Risk of acute kidney injury after hypertensive disorders of pregnancy: a population-based cohort study
Shapiro J, Ray JG, McArthur E, Jeyakumar N, Chanchlani R, Harel Z, Arora R, Meraz-Munoz A, Garg AX, Hladunewich M, Wald R. Am J Kidney Dis. 2021; Sep 2 [Epub ahead of print]. DOI: https://doi.org/10.1053/j.ajkd.2021.07.01
Rationale and Objective — Though studies have demonstrated a relationship between hypertensive disorders of pregnancy (HDP) and chronic kidney disease, there are limited data on the risk of acute kidney injury (AKI) following HDP. We examined the risk of AKI following the occurrence of HDP.
Study Design — Retrospective population-based cohort study.

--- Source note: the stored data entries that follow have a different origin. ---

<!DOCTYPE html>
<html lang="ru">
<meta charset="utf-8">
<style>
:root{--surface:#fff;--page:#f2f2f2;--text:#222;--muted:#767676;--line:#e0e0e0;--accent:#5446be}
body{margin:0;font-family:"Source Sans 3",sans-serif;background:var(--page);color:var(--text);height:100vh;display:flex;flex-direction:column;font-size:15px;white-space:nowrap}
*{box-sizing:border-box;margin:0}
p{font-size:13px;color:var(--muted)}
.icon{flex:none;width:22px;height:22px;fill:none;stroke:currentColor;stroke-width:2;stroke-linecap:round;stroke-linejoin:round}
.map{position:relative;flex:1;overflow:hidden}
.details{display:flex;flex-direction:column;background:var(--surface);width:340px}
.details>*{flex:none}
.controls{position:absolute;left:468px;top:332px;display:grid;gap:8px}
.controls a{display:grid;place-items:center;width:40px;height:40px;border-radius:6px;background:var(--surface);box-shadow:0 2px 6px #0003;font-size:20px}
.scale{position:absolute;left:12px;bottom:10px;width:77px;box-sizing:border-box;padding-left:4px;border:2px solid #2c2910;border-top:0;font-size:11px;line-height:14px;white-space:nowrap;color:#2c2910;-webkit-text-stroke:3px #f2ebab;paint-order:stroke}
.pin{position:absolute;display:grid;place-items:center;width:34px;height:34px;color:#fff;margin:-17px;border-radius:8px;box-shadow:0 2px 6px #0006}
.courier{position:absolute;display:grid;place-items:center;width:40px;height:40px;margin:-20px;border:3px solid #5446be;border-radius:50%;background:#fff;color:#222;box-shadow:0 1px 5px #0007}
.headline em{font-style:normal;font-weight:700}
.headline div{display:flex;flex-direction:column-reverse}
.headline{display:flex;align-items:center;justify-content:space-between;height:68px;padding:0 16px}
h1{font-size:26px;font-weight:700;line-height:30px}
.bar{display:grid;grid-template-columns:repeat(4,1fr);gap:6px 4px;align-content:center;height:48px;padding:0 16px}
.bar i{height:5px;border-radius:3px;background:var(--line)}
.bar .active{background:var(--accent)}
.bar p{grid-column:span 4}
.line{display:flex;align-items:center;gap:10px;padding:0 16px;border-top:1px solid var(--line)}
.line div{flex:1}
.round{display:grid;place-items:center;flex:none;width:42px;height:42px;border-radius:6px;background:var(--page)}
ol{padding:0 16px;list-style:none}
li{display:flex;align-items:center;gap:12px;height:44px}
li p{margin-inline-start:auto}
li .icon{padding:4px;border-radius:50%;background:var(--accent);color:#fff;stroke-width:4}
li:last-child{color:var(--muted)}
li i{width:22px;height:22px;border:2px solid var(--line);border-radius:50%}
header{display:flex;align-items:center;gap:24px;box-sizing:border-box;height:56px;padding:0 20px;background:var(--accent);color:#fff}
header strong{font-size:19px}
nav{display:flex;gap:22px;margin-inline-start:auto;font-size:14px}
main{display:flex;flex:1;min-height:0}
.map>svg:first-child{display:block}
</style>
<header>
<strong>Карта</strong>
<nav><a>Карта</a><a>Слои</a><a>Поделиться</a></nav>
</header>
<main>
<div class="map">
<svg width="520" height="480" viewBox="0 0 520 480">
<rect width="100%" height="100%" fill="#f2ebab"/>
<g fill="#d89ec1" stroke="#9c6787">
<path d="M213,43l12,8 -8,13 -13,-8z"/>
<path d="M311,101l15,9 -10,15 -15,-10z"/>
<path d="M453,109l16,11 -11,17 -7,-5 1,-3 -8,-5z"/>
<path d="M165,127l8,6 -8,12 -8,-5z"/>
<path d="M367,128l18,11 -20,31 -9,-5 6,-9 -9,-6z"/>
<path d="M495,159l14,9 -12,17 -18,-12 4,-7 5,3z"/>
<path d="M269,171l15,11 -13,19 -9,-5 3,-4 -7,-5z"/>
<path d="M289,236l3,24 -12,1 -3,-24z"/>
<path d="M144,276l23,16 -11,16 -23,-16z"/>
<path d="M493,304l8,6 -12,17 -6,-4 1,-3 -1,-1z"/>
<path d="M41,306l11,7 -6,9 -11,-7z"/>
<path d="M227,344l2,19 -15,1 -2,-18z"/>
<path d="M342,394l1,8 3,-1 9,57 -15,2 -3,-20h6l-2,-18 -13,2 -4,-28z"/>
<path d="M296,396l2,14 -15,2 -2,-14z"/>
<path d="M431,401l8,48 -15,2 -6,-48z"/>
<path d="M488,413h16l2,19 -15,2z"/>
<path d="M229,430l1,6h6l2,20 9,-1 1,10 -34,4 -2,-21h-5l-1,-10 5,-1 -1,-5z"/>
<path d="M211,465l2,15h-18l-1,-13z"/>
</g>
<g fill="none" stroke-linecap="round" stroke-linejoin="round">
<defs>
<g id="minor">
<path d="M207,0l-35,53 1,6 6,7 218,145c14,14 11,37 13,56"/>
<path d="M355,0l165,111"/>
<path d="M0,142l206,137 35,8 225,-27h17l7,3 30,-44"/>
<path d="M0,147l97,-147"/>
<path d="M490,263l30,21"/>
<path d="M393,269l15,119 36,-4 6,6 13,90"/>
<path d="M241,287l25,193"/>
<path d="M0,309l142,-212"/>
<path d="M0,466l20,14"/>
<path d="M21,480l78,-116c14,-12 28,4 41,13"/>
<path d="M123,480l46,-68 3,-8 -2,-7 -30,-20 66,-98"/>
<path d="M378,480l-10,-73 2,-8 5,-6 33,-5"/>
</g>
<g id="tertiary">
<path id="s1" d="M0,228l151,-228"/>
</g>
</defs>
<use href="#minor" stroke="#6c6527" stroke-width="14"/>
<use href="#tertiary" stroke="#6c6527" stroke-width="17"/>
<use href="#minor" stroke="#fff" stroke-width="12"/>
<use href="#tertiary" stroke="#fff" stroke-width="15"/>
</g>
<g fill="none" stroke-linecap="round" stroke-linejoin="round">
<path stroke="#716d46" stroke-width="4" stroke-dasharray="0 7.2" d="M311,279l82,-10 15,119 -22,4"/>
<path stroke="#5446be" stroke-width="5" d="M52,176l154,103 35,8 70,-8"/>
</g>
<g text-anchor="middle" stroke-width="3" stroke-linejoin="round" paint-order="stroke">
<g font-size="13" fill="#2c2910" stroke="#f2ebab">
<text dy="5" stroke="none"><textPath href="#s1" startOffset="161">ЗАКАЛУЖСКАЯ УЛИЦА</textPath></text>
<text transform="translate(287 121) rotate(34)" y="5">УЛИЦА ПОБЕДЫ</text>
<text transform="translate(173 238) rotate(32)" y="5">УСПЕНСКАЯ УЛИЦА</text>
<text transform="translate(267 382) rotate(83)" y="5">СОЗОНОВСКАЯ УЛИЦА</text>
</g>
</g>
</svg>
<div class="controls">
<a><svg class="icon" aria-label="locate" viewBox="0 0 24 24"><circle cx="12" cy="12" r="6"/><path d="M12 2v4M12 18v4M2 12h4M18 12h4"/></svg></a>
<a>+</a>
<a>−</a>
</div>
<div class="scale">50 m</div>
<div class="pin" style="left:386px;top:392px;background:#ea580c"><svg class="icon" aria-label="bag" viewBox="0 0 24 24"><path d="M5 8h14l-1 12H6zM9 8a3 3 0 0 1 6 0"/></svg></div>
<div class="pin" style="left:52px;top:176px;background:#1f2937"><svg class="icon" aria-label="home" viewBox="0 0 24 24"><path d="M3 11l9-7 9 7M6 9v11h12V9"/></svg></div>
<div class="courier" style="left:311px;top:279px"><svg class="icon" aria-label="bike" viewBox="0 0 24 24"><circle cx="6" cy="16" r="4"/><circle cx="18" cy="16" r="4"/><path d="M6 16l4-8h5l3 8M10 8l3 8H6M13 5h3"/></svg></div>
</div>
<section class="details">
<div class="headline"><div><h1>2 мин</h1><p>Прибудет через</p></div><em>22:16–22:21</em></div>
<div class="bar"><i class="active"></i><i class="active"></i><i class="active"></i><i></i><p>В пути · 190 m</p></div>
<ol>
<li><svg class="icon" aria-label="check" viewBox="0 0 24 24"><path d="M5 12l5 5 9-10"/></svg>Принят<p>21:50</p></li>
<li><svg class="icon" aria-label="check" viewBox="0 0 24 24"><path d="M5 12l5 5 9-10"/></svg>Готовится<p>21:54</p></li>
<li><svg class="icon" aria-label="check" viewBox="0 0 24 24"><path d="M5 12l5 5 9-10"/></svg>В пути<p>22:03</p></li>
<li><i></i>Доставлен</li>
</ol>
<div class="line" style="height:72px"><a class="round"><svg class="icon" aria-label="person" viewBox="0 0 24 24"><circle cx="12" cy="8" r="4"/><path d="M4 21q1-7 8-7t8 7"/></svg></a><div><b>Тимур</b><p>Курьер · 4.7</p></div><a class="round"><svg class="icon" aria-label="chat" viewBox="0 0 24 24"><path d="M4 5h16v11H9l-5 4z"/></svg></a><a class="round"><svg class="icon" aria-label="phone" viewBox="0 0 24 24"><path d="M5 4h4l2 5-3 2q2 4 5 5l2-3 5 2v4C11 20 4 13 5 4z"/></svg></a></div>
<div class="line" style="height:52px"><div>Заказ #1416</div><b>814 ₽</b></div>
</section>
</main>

Setting and Participants — Pregnant women of Ontario, Canada, aged 14-50 years who delivered at ≥ 20-weeks gestation between April 1, 2002 and March 31, 2015.
Exposure — Preeclampsia, gestational hypertension, or neither.
Outcomes — The primary outcome was AKI with receipt of dialysis (AKI-D) ≥ 90 days after delivery. The main secondary outcome was AKI based on a hospitalization with a diagnostic code for AKI ≥ 90 days after delivery.
Analytical Approach — Time-dependent Cox proportional and cause-specific hazards models were used to evaluate the relationship between HDP and outcomes of interest. Models were adjusted for baseline and time-varying covariates.
Results — Our cohort comprised 1,142,656 women and 1,826,235 deliveries, of which 1.7% were associated with gestational hypertension and 4.4% with preeclampsia. After a mean follow-up of 6.7 years, there were 322 episodes of AKI-D (0.41 per 10,000 person-years), and 1598 episodes of AKI based on diagnostic codes (2.04 per 10,000 person-years). After adjustment, neither preeclampsia nor gestational hypertension was associated with AKI-D. Preeclampsia was associated with AKI (HR 1.22, 95% CI 1.03-1.45) but gestational hypertension was not.
Limitations — Retrospective design and possible unmeasured confounding. Cases of HDPs and AKI may have been undetected.
Conclusions — Preeclampsia was a risk factor for AKI occurring ≥ 90 days after delivery. Our findings suggest the potential importance of obtaining a pregnancy history as part of a comprehensive risk profile for acute kidney disease and suggest that women with a history of HDP may benefit from monitoring of kidney function.